Waiting for your fast response

Thanks

Anes

Corona688 · May 27, 2016, 11:19am

Just because you had a real file doesn't mean it had real contents. If it's a scanned PDF, something has to do optical character recogntion, and pdf2text does not. Hence the PDF's you get are empty.

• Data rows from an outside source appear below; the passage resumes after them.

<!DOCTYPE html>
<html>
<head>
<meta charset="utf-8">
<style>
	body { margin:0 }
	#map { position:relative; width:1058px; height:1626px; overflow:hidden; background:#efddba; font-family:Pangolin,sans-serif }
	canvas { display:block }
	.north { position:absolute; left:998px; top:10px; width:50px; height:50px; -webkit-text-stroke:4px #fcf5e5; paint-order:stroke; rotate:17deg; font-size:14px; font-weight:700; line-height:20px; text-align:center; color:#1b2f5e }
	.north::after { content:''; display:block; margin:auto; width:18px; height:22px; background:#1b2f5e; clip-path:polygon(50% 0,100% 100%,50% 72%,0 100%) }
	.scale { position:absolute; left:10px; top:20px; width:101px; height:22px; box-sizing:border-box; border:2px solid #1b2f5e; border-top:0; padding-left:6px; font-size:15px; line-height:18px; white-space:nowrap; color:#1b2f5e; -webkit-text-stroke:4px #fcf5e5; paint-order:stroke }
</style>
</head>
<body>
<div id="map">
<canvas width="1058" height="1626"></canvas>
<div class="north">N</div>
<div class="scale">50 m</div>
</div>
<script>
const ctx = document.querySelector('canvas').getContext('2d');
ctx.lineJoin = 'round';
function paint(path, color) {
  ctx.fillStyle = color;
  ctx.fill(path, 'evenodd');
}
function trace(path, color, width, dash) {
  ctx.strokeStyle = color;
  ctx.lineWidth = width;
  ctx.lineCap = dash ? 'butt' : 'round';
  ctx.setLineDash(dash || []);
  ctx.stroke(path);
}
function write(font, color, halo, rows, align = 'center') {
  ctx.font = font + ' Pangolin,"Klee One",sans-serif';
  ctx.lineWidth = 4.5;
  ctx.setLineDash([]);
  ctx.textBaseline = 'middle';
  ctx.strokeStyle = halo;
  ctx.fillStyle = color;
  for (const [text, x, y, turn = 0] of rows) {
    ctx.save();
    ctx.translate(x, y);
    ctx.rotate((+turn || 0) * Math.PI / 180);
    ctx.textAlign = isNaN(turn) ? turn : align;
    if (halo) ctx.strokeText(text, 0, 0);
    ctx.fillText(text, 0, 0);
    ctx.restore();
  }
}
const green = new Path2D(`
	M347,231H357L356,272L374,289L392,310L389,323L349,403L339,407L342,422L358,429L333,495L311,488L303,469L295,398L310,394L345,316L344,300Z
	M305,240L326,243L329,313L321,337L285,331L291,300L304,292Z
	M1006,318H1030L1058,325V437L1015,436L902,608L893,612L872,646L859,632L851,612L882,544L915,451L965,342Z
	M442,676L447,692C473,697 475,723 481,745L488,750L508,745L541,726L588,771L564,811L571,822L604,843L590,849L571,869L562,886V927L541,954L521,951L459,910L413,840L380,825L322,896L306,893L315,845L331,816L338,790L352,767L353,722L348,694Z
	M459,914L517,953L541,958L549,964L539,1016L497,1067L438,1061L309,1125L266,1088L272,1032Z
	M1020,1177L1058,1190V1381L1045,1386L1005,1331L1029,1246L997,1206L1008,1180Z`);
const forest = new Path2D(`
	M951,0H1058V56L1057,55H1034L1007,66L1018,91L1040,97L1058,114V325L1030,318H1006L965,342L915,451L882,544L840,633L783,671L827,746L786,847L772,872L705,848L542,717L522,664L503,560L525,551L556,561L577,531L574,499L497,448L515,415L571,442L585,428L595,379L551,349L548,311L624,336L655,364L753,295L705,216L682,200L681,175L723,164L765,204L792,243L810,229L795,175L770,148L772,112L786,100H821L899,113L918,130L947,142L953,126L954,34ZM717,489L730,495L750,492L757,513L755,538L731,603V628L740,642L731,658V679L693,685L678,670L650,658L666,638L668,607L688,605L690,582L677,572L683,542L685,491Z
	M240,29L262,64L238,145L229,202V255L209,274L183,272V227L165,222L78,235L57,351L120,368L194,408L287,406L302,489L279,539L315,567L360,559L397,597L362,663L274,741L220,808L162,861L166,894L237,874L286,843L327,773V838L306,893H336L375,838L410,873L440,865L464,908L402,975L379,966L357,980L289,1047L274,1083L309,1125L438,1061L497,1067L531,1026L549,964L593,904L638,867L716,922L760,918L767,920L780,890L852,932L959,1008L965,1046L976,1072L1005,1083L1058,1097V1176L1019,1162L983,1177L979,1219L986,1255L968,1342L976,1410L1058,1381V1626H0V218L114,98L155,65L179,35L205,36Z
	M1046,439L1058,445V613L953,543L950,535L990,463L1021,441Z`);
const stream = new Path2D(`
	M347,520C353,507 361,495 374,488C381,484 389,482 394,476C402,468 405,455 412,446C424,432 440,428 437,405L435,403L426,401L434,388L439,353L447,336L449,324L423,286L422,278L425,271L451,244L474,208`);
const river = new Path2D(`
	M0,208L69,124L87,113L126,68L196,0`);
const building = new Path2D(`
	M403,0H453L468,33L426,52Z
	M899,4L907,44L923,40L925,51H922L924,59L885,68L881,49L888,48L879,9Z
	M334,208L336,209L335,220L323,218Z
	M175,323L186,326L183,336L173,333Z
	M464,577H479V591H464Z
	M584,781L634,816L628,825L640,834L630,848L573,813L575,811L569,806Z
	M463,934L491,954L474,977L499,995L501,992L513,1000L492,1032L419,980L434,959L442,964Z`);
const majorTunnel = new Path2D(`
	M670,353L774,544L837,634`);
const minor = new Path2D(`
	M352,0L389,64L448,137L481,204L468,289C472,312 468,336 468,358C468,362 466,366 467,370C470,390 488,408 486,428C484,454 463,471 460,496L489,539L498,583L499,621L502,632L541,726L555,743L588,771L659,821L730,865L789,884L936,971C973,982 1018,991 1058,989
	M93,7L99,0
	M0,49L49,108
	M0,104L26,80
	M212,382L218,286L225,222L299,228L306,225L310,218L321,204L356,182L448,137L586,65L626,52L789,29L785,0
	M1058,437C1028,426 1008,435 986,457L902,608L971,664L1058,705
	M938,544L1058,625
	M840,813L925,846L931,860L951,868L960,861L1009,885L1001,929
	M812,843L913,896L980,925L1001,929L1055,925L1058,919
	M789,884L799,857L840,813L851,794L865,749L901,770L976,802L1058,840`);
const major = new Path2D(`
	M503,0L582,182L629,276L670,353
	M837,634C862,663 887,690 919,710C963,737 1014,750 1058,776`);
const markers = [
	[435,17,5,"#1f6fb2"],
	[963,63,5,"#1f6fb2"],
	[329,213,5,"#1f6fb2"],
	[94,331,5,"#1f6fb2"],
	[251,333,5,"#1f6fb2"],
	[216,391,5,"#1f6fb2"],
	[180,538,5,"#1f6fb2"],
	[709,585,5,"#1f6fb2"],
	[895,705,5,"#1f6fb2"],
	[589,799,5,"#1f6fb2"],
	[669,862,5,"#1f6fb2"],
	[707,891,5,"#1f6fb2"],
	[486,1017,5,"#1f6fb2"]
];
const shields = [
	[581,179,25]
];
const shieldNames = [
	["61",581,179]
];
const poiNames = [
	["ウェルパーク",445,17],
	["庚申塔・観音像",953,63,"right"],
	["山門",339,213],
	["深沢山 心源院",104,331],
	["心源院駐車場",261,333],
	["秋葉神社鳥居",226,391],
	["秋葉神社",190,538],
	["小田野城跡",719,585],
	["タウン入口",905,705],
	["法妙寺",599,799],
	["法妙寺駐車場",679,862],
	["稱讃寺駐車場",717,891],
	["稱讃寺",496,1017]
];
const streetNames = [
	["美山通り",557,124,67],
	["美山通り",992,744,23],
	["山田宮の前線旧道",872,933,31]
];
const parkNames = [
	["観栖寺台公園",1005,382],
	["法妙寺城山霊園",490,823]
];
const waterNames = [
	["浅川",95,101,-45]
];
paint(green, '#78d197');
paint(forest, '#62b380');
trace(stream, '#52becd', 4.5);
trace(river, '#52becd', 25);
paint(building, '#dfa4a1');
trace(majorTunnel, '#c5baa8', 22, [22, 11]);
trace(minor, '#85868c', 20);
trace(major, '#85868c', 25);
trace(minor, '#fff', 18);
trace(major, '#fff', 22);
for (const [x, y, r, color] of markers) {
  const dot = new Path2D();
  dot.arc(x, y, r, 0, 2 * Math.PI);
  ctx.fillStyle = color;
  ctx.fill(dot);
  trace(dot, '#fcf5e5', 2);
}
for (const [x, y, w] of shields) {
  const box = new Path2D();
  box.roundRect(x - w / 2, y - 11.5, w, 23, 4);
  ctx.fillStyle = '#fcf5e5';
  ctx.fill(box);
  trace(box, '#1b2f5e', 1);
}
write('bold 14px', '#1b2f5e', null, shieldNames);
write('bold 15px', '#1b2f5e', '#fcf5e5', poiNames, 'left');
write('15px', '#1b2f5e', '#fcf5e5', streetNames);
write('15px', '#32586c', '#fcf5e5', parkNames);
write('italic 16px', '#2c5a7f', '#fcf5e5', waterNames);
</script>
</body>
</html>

neutronscott · May 27, 2016, 11:58am

It's not clear what $2 and $3 are ..

It looks like you convert $3, so I assume that's file.pdf

tesseract's output would be in file.pdf.txt since you didn't use ${3%.*} as you did elsewhere. But then you try to open ${3/%.*}.txt instead...